* [To do] Return each of the entries below precisely, with no pictures in the result.

(Saved data entries)
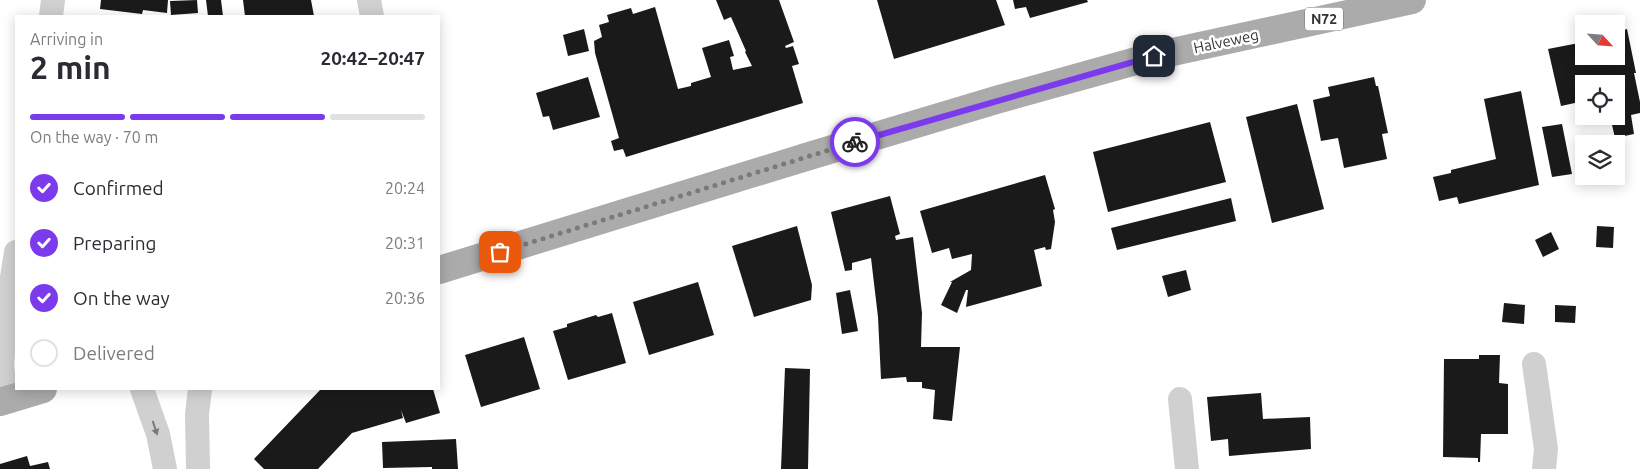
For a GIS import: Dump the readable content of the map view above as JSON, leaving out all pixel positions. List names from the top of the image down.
{
  "streets": {
    "main road": ["N72", "Halveweg"]
  },
  "north": "bottom right",
  "page": {
    "heading": ["2 min", "Arriving in", "20:42–20:47"],
    "bar": "On the way · 70 m",
    "list": [
      ["Confirmed", "20:24"],
      ["Preparing", "20:31"],
      ["On the way", "20:36"],
      "Delivered"
    ]
  }
}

* [Task response]
For a GIS import: Dump the readable content of the map view above as JSON, leaving out all pixel positions. List names from the top of the image down.
{
  "streets": {
    "main road": ["N72", "Halveweg"]
  },
  "north": "bottom right",
  "page": {
    "heading": ["2 min", "Arriving in", "20:42–20:47"],
    "bar": "On the way · 70 m",
    "list": [
      ["Confirmed", "20:24"],
      ["Preparing", "20:31"],
      ["On the way", "20:36"],
      "Delivered"
    ]
  }
}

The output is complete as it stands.